Work instruction >>
Out of the listing below, copy every line that carries the string "position".

Input data >>
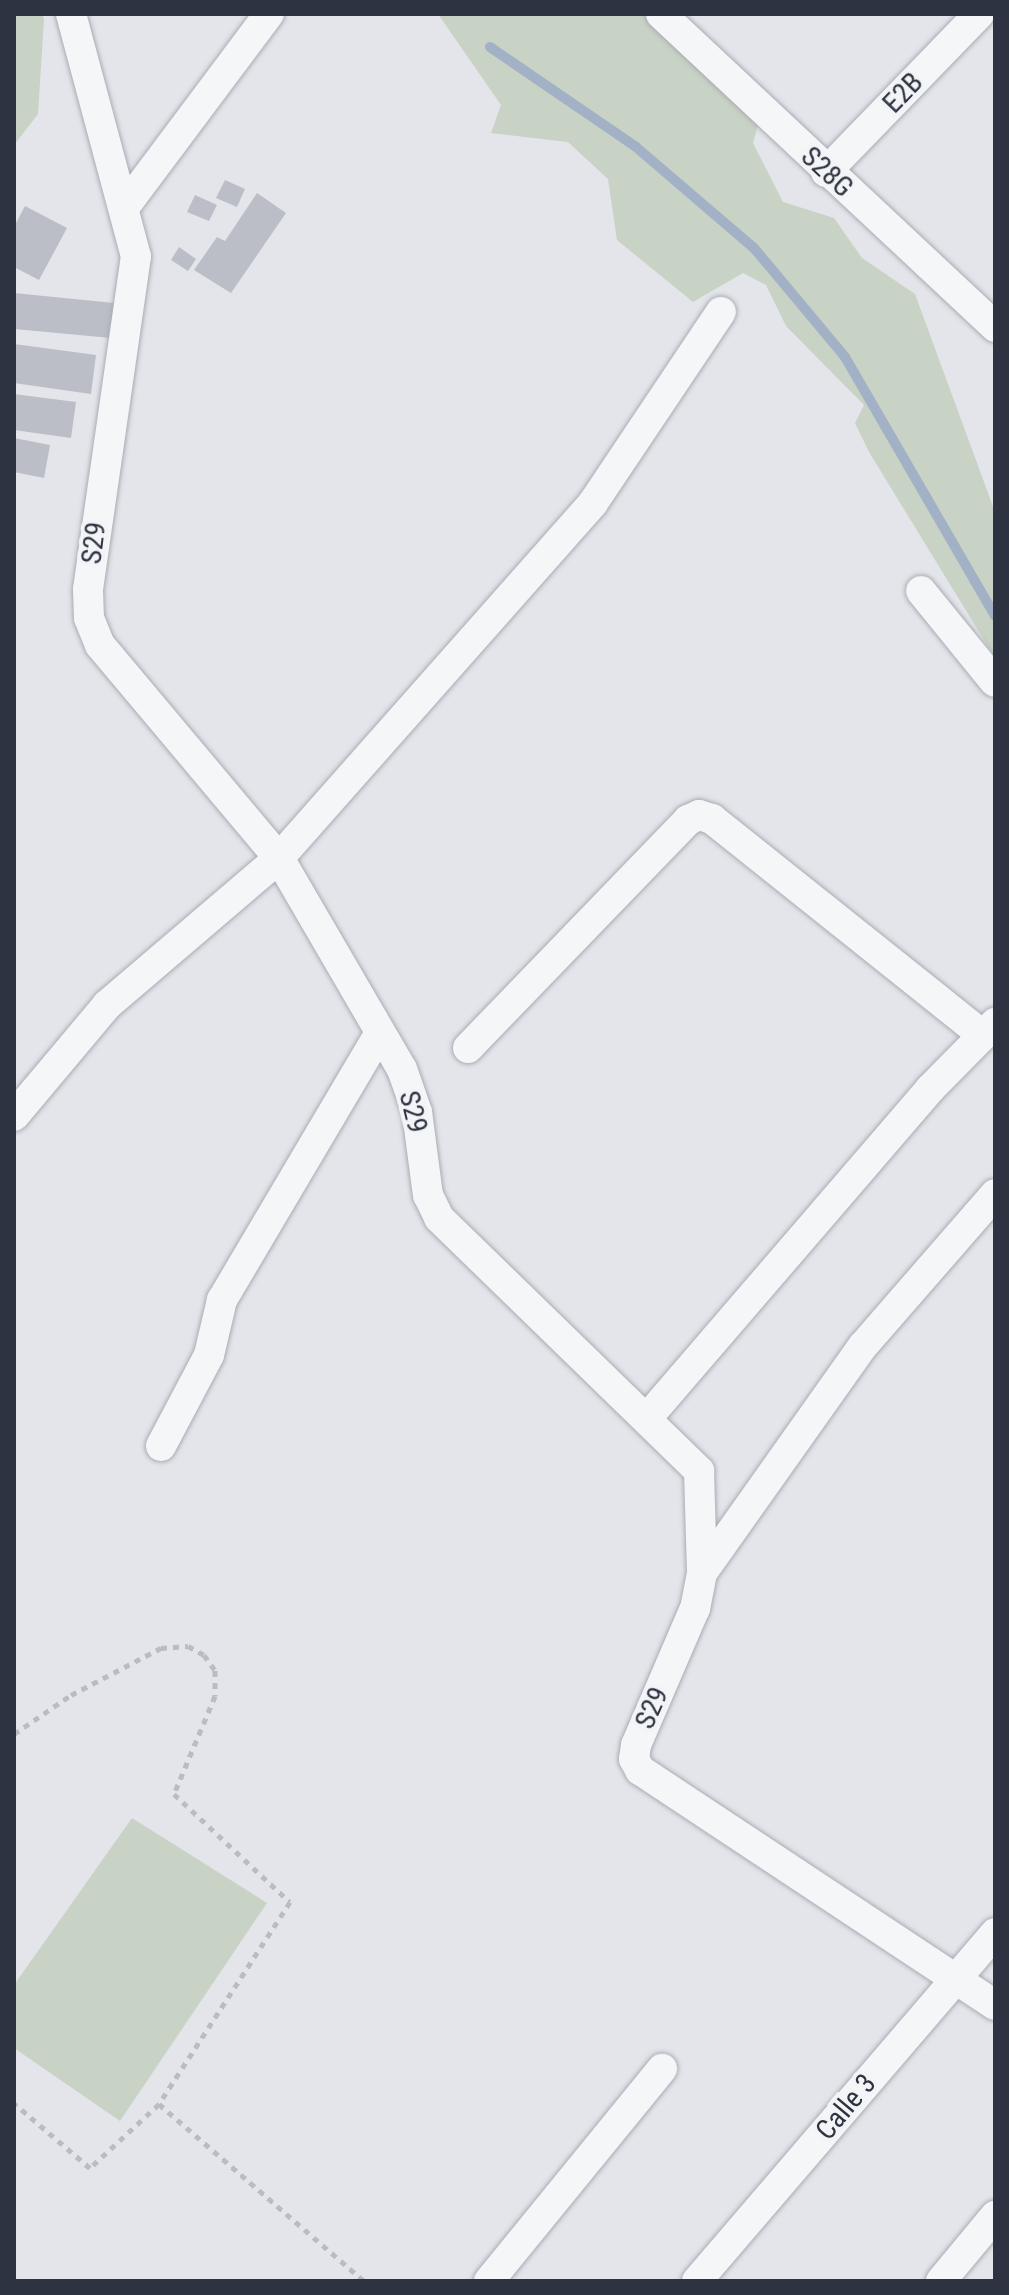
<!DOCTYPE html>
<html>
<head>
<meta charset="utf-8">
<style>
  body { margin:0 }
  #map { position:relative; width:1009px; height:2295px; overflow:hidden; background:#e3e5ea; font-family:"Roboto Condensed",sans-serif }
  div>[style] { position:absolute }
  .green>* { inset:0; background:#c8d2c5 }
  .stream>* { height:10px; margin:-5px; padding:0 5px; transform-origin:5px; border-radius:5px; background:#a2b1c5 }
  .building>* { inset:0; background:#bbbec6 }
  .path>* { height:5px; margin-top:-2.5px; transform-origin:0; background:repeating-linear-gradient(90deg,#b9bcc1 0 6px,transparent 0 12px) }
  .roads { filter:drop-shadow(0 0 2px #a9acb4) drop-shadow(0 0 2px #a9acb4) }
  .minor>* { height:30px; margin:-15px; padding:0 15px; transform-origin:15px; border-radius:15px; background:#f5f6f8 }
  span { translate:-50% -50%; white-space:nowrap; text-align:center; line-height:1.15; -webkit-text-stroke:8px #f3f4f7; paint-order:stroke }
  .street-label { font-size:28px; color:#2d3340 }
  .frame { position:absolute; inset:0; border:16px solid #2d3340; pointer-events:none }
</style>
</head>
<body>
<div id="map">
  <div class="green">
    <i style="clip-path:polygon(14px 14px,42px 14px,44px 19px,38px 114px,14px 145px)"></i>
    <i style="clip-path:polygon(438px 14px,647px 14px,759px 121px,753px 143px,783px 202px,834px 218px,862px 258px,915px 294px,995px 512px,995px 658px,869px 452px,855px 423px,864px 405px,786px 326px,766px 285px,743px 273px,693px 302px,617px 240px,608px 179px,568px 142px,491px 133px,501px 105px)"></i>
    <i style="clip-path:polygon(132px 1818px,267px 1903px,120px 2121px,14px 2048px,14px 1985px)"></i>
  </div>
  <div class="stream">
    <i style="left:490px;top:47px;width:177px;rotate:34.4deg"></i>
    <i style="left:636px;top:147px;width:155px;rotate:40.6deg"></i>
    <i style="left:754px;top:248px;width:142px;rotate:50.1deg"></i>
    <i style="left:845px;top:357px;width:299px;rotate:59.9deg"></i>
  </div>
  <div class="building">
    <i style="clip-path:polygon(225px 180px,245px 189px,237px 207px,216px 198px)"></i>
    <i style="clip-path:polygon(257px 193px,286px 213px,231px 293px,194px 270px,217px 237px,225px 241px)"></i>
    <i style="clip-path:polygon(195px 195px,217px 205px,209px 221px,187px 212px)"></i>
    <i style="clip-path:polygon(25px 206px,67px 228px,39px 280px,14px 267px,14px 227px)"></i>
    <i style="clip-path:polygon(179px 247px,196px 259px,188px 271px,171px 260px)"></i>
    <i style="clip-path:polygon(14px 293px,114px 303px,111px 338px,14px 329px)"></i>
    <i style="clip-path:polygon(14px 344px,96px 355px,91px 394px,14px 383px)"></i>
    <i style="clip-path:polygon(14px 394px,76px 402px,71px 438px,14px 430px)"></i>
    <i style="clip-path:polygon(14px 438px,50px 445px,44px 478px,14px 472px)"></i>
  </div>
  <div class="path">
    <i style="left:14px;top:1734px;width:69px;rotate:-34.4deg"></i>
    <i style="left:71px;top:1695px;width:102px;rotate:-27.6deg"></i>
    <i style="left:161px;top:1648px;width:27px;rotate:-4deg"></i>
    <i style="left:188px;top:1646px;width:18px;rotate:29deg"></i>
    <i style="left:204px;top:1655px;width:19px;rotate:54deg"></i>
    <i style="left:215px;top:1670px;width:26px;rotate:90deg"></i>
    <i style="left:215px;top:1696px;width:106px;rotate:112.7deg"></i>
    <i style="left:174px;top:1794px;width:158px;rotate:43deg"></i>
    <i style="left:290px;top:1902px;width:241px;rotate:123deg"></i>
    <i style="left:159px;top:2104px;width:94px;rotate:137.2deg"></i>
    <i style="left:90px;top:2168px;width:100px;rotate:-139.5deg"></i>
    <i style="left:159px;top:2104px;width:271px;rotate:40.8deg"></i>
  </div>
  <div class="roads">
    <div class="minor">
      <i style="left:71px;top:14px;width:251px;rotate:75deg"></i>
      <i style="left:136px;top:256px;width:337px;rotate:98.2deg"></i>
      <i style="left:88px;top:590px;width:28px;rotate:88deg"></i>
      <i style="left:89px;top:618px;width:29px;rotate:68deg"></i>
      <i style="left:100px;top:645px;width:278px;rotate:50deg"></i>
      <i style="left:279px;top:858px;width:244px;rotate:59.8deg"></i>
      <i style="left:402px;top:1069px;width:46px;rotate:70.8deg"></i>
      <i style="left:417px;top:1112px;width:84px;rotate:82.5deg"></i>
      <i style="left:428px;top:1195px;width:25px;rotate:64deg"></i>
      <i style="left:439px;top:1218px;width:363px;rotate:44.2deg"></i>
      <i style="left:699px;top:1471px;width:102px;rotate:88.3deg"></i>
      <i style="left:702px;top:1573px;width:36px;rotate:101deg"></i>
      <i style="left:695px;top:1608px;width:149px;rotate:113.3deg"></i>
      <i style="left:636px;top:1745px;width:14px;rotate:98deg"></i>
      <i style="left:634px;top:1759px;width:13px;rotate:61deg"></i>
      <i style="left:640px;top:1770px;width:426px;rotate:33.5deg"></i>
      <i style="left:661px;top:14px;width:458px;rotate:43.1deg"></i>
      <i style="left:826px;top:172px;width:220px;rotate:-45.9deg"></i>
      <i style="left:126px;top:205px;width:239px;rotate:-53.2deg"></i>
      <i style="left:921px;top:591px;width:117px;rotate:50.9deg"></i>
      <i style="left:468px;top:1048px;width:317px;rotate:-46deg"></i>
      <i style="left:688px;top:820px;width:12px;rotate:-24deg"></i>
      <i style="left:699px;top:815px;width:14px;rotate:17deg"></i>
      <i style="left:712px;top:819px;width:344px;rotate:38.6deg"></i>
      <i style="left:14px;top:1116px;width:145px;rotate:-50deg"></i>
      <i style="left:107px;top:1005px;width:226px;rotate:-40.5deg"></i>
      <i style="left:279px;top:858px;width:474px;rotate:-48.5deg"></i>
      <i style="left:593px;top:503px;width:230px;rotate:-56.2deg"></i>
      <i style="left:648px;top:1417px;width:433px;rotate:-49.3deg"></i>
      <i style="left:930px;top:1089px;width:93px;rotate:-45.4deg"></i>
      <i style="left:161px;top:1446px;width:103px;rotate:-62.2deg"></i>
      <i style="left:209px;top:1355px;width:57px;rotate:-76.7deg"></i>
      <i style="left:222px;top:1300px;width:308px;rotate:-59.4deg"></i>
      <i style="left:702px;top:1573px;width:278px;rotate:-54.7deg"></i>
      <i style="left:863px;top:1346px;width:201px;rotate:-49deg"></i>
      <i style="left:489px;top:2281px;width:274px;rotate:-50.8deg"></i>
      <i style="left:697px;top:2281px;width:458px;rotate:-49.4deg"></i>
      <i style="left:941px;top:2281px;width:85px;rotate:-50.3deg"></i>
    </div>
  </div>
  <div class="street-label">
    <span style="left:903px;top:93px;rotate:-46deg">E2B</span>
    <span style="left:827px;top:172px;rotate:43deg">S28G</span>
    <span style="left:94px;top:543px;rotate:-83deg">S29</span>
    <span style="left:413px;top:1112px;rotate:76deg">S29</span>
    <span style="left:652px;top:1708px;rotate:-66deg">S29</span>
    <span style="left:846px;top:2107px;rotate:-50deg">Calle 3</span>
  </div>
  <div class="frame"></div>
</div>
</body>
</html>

Answer to the exercise >>
  #map { position:relative; width:1009px; height:2295px; overflow:hidden; background:#e3e5ea; font-family:"Roboto Condensed",sans-serif }
  div>[style] { position:absolute }
  .frame { position:absolute; inset:0; border:16px solid #2d3340; pointer-events:none }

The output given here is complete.